=== Provided material ===

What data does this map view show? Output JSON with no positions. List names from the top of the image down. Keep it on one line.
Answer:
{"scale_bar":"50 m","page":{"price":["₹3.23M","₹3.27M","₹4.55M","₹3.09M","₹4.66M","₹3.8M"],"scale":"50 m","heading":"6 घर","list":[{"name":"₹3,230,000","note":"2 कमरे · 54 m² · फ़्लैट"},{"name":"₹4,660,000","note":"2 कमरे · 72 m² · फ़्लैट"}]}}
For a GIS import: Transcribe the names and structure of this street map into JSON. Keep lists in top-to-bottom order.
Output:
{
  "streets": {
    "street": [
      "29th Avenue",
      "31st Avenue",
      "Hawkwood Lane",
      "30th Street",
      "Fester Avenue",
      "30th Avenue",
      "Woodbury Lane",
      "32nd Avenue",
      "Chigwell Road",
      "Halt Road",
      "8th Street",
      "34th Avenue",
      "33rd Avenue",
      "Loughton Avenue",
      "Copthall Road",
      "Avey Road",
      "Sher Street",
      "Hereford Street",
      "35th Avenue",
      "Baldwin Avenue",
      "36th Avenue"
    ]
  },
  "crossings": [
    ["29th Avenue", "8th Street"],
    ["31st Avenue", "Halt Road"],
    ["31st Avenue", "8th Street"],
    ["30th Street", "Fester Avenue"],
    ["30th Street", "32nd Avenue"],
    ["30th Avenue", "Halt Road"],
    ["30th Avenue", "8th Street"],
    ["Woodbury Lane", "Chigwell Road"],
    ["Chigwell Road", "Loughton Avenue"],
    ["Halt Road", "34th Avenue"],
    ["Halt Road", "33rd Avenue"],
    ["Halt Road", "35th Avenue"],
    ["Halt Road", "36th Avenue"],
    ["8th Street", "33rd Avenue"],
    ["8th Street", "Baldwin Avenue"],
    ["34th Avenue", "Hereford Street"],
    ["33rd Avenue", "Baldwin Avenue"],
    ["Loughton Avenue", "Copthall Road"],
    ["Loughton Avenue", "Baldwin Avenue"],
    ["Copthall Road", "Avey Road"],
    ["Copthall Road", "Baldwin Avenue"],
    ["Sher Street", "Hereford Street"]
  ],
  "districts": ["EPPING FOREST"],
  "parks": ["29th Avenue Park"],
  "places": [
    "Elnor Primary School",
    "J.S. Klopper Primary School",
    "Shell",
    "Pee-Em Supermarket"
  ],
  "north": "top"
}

===

Return a copy of each line of the material that holds the word "Loughton".

**Response to this exercise:**
      "Loughton Avenue",
    ["Chigwell Road", "Loughton Avenue"],
    ["Loughton Avenue", "Copthall Road"],
    ["Loughton Avenue", "Baldwin Avenue"],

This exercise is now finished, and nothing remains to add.